A Hybrid Approach on Smart Health Prediction using Data Mining
Keywords:
Classifier, Clustering, Data mining, Decision Tree, KNN, Predictive analysis, Regression, Smart predictionAbstract
The digital technology era demands the world to provide an excellent health system, in order to ensure the community to be alive and healthy. Objectives of this research paper is admin can login using his credentials, add new doctor details, add disease and its symptoms and manage data. Doctor can login with his credentials, and view appointment of patients. New user can sign up, they can login using user Id and password. Disease prediction is done when user enter symptoms.
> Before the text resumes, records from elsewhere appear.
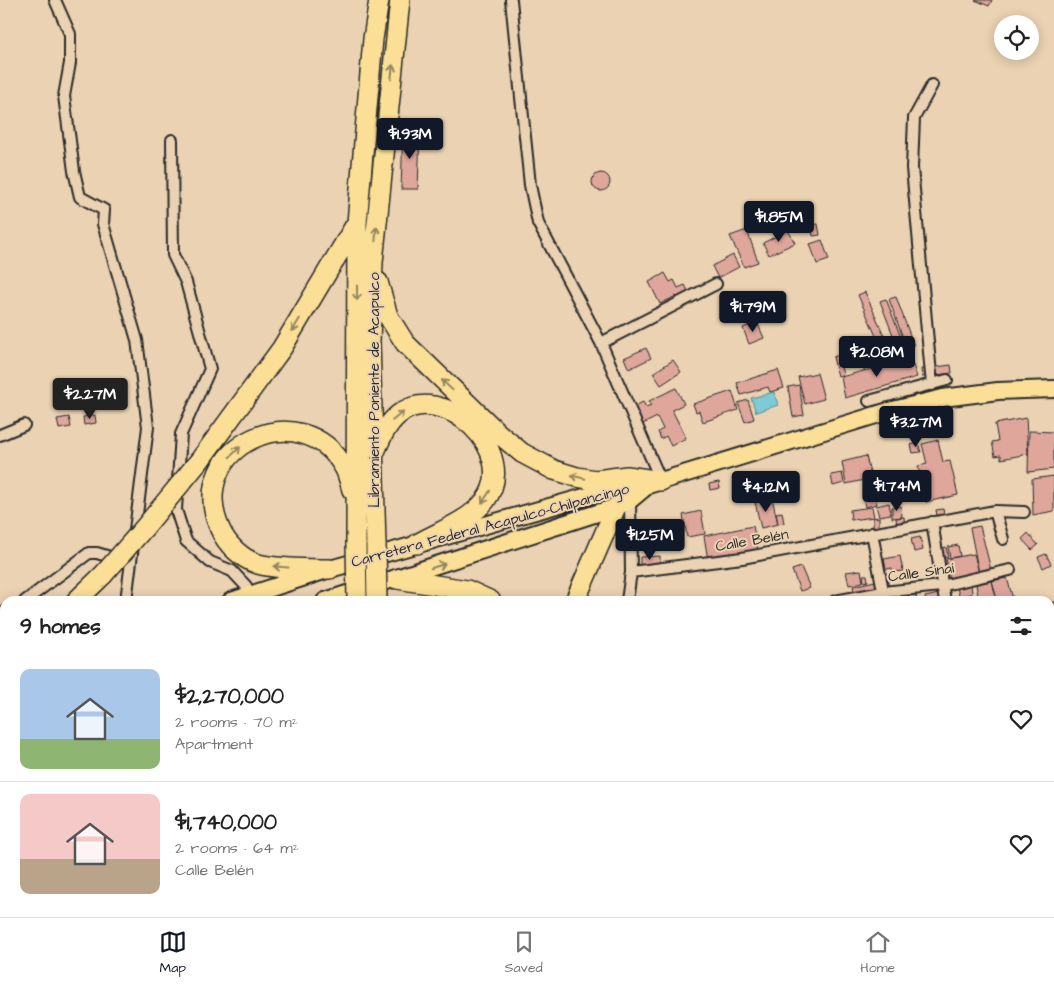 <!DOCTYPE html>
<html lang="en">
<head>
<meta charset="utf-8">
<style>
	body { margin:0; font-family:"Architects Daughter",sans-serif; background:#f6f6f6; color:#222; height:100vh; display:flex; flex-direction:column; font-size:19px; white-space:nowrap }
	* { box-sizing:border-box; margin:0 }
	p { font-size:16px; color:#767676 }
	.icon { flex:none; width:28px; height:28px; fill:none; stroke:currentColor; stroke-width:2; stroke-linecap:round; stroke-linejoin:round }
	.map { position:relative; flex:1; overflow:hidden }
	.panel { position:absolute; left:0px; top:596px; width:1055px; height:321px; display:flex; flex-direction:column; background:#fff; border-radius:15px 15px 0 0; box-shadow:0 2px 12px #0003 }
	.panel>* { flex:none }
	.controls { position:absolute; left:994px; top:15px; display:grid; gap:10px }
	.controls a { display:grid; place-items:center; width:45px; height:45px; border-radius:50%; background:#fff; box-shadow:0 2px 12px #0003; font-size:25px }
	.price { position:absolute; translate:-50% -42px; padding:0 11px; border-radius:5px; background:#111827; color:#fff; font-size:16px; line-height:32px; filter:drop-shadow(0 1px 2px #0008) }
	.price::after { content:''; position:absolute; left:50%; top:30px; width:15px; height:11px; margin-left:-8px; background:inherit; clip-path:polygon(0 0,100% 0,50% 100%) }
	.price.current { background:#222; color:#fff }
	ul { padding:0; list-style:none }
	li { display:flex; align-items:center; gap:15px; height:125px; padding:0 20px }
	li+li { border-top:1px solid #e0e0e0 }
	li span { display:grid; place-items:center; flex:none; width:140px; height:100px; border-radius:10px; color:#555 }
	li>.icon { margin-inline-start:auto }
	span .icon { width:60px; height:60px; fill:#fffc; stroke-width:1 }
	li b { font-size:21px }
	h2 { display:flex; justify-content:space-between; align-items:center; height:60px; padding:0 20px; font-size:21px }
	.menu { display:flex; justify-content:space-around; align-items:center; height:70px; border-top:1px solid #e0e0e0; background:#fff; font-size:14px; color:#767676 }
	.menu a { display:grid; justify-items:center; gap:2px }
	.menu .current { color:#111827 }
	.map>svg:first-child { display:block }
	.water { fill:#7bcbd7; stroke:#5b8b92 }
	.building { fill:#dfa69b; stroke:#2b2b2b }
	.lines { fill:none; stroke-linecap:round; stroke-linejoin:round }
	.street-casing { stroke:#2b2b2b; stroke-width:14 }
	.primary-casing { stroke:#2b2b2b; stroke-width:20 }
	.highway-casing { stroke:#2b2b2b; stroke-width:22 }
	.street { stroke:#ead2b2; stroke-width:10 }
	.primary { stroke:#fbdf96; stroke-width:16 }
	.highway { stroke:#fbdf96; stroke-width:19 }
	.highway-bridge-casing { stroke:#2b2b2b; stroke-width:22; stroke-linecap:butt }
	.highway-bridge { stroke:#fbdf96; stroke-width:19 }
	.oneway { stroke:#938560 }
	.labels { text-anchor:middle; stroke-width:4; stroke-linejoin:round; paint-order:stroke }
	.street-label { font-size:15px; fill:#2b2b2b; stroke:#ead2b2 }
</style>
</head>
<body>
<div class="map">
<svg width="1054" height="917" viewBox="0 0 1054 917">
	<rect width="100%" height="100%" fill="#ead2b2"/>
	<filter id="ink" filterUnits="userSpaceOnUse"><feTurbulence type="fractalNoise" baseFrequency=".02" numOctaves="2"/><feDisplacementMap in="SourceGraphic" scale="10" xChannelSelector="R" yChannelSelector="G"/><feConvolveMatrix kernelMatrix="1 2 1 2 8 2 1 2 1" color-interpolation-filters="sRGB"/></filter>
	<g filter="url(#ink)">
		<path class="water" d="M774,392L778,405L756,412L751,398Z"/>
		<path class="building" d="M975,0H992L989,6Z
			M403,131L420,132L418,189H401Z
			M592 182a9 9 0 1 1 18 0a9 9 0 1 1-18 0Z
			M818,224L820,235L813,236L811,225Z
			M747,230L758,262L744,267L730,236Z
			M788,230L795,243L769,255L763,243Z
			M822,240L829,260L817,264L810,244Z
			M733,255L739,267L718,278L712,266Z
			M665,273L670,282L674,280L678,288L685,285L691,297L680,302L676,296L660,304L649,282Z
			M865,292L893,356L886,359L858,295Z
			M896,297L914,346L907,349L889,299Z
			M886,299L905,348L899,351L880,301Z
			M757,322L764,338L749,344L743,328Z
			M869,346L871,353L840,363L843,375L838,376L833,357Z
			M646,348L651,358L629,369L624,358Z
			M673,360L681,372L661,385L653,373Z
			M904,360L906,366L913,365L917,377L845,398L841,377Z
			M951,365L952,373L922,377L921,369Z
			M778,370L784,388L770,392L768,387L741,395L737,383Z
			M817,373L824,399L805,404L798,377Z
			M799,385L804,415L793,417L788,387Z
			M676,388L684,404L672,410L686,438L671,446L666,436L661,439L658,432L663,429L657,417L643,424L635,406L643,402L646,407L651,405L649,401Z
			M732,391L738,410L703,422L699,411L696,412L693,404Z
			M71,397H82V408H72Z
			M748,400L754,419L745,422L738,403Z
			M95,415L96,423L84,425L83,417Z
			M69,417L71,427L59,429L57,419Z
			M1026,418L1028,454L1001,459V455L995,456L992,442L998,441L995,424Z
			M1029,431L1054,432V469L1028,472Z
			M938,440L943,462L950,461L958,495L926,502L918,466L927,464L922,444Z
			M918,443L921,452L913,453L911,445Z
			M866,456L877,504L865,507L863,496L867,495L864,480L846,484L842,462Z
			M842,473L844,483L833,486L831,475Z
			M1054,476V511L1033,515L1032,479Z
			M719,482L720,488L710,490L709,484Z
			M772,498L778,524L761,528L755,502Z
			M889,503L891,514L879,516L876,506Z
			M901,506L902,517L892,518V507Z
			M872,507L874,517L851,520L850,510Z
			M943,509L945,519L938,520L936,510Z
			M701,511L705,534L687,537L683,515Z
			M782,512L784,523L778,524L776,513Z
			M879,517V529H873V518Z
			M904,517L905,526L897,527L896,518Z
			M753,526L758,551L708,560L704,536Z
			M980,526L991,570L979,573L970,528Z
			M1028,533L1038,545L1032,550L1022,539Z
			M920,537L923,550L914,552L911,539Z
			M958,545L960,556L950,558L948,547Z
			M946,547L948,557L940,559L938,549Z
			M974,554L979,573L950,581L946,559Z
			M1046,554L1051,564L1043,568L1038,557Z
			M660,556V565L640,566V557Z
			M900,556L903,571L893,572L892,568L886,569L884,559Z
			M801,567L810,588L800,591L792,570Z
			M861,570L863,582L849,585L846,572Z
			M863,575H867L868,581L864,582Z
			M1007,578L1013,599L997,601L992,581Z
			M875,581L877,591L855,596L853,586Z
			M992,581L997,600L979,601L976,584Z
			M971,585L972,594L959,596L957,587Z
			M916,594L917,601H901L909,599L908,595Z
			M939,594L941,601H926L925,597Z
			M878,598L879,601H865Z
			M1016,598L1017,601H1003L1013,599Z
			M1052,602H1054V612H1052Z
			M1054,705V728H1052L1050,715L1053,714L1050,706Z
			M1053,749H1054V762H1051Z
			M1050,812L1054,821L1050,823Z
			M1054,903V917H1050V904Z
			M850,912H860L861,917H845L851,915Z
			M904,912H915L916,917H905Z
			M993,912H1003L1004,917H994Z
			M1023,912L1024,917H1010L1009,914Z
			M979,913L980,917L964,916Z"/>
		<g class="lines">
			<defs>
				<path id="street" d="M55,0L70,34V63L64,96L74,171L80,197L104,210L103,224L137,340L148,427L126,601
					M511,0L530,185L538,223L601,343L661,481
					M172,140L173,255L186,282L210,369L181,434L176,510L186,541L210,562L232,571L246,586L251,595
					M601,343L716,284
					M932,385L912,168L914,118L932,85
					M869,401L947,380
					M0,435L24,425
					M995,511L1003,539
					M932,522L945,601
					M872,533L885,601
					M631,572L742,558L995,511L1024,512
					M25,601L89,553H97L120,560
					M627,601L631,572L630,500
					M835,601L883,592L941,586L1010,570
					M0,614L5,611
					M1050,674H1054
					M1050,734L1054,733
					M1050,895L1054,894
					M173,912L175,917
					M661,912V917
					M828,912L829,917
					M885,912L886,917
					M1007,912L1009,917
					M103,917V912
					M940,917L960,912"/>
				<path id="primary" d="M231,601L330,569L627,485H648L889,411L943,398L998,391L1054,389
					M325,601L616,507L630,500L648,485
					M0,680L5,678"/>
				<path id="highway" d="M378,282L388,316L405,343L498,433L522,453L554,470L577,477L596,480L627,476L661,481
					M374,454C380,440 386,425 398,415C442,379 522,452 485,501C469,521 438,532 417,544
					M200,460L282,348L356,224
					M356,545L357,223L373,39L379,0
					M376,545L370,341L373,262L400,0
					M330,569C306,568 281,570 258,564C242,559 227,545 220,529C183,446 303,391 345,469C348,475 350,483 352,490
					M397,579L467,590L491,601
					M76,601L103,575
					M575,601L616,507
					M0,661L5,658
					M0,712L5,713
					M335,912L336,917
					M361,912L362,917
					M379,912V917
					M395,917L396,912"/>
			</defs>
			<use href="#street" class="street-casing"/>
			<use href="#primary" class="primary-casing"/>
			<use href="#highway" class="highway-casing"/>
			<use href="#street" class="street"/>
			<use href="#primary" class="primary"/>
			<use href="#highway" class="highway"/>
			<defs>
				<path id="highway-bridge" d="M356,545L357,601
					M376,545L377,601
					M103,575L145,527L200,460"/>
			</defs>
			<use href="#highway-bridge" class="highway-bridge-casing"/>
			<use href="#highway-bridge" class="highway-bridge"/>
		</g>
		<defs><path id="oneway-shaft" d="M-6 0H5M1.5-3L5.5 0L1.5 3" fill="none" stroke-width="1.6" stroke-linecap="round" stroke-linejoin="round" transform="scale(1.25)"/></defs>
		<g class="oneway">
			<use href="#oneway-shaft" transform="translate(392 72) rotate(-84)"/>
			<use href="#oneway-shaft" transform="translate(376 234) rotate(-85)"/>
			<use href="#oneway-shaft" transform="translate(357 293) rotate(90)"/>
			<use href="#oneway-shaft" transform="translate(296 325) rotate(121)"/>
			<use href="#oneway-shaft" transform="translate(447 385) rotate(-137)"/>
			<use href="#oneway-shaft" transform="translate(398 416) rotate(-40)"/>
			<use href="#oneway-shaft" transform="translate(235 452) rotate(-45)"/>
			<use href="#oneway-shaft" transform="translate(578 477) rotate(-167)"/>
			<use href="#oneway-shaft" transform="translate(486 497) rotate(124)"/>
			<use href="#oneway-shaft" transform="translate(438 566) rotate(-18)"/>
			<use href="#oneway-shaft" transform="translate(281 567) rotate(-176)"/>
		</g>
	</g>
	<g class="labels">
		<g class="street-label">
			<text transform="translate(374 390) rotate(-90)" y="5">Libramiento Poniente de Acapulco</text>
			<text transform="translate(490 525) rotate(-15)" y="5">Carretera Federal Acapulco-Chilpancingo</text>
			<text transform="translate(752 540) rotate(-10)" y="5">Calle Belén</text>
			<text transform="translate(921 572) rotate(-8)" y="5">Calle Sinaí</text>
		</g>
	</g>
</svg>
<div class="controls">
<a><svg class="icon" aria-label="locate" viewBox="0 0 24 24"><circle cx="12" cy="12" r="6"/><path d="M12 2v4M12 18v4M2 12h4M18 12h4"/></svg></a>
</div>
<b class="price" style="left:410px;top:160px">$1.93M</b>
<b class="price" style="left:779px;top:243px">$1.85M</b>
<b class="price" style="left:753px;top:333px">$1.79M</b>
<b class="price" style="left:877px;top:378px">$2.08M</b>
<b class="price current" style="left:90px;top:420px">$2.27M</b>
<b class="price" style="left:916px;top:448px">$3.27M</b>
<b class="price" style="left:897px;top:512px">$1.74M</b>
<b class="price" style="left:766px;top:513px">$4.12M</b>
<b class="price" style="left:650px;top:561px">$1.25M</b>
<section class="panel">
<h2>9 homes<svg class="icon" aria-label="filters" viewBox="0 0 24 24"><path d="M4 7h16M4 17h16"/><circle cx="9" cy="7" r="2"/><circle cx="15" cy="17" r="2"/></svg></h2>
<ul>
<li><span style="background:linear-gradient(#a9c7e8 70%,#8fb573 0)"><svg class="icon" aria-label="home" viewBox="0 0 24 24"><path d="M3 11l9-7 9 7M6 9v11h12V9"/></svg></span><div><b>$2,270,000</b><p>2 rooms · 70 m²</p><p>Apartment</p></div><svg class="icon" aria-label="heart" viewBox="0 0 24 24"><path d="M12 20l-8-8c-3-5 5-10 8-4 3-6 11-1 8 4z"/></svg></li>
<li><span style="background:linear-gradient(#f6c9c9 65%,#b9a48a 0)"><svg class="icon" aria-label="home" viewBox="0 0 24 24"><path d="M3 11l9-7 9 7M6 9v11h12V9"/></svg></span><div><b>$1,740,000</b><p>2 rooms · 64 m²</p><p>Calle Belén</p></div><svg class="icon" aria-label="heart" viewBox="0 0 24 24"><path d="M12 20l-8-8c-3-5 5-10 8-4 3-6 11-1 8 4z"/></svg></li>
</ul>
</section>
</div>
<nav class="menu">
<a class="current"><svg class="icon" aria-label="map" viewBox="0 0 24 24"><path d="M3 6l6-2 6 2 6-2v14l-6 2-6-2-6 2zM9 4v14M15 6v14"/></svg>Map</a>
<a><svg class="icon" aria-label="saved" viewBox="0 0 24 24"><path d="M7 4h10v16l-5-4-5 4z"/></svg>Saved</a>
<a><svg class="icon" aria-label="home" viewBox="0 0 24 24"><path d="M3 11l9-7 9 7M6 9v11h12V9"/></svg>Home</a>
</nav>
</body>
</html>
User can upload the reports. Chat instantly with doctor, they can book appointments and can give feedback about doctors. This study can be used for the data mining techniques such as medical field, research field, and educational field and various aspects. Due to the availability of computers and other regulations, huge amount of data is becoming available in medical and healthcare areas. As per the modern technology huge improvement has been made in computer field and therefore there is no need to deal with such a large amount of data at a same time. A major objective of this study is to evaluate data mining technologies in medical and healthcare applications to develop an accurate disease prediction. It is an amazing innovation which is of exorbitant interest in the current PC world. It is a sub area of PC sciences which utilizes previously existing information in different data sets to change it into new arrangement of results. It makes use of Deep learning, machine learning and database management techniques to extract new patterns from large data sets and the knowledge associated with these patterns. By using this technique data can be extracted automatically or semi automatically. The various parameters included in data mining are classifying, clustering and predictive analysis.
Downloads
Downloads
Published
Issue
Section
License
Copyright (c) 2022 N. Sushma, S. S. Greeshma, Sadanala Manasa, S. V. Bhaskar, Anidha Arulanandham
This work is licensed under a Creative Commons Attribution 4.0 International License.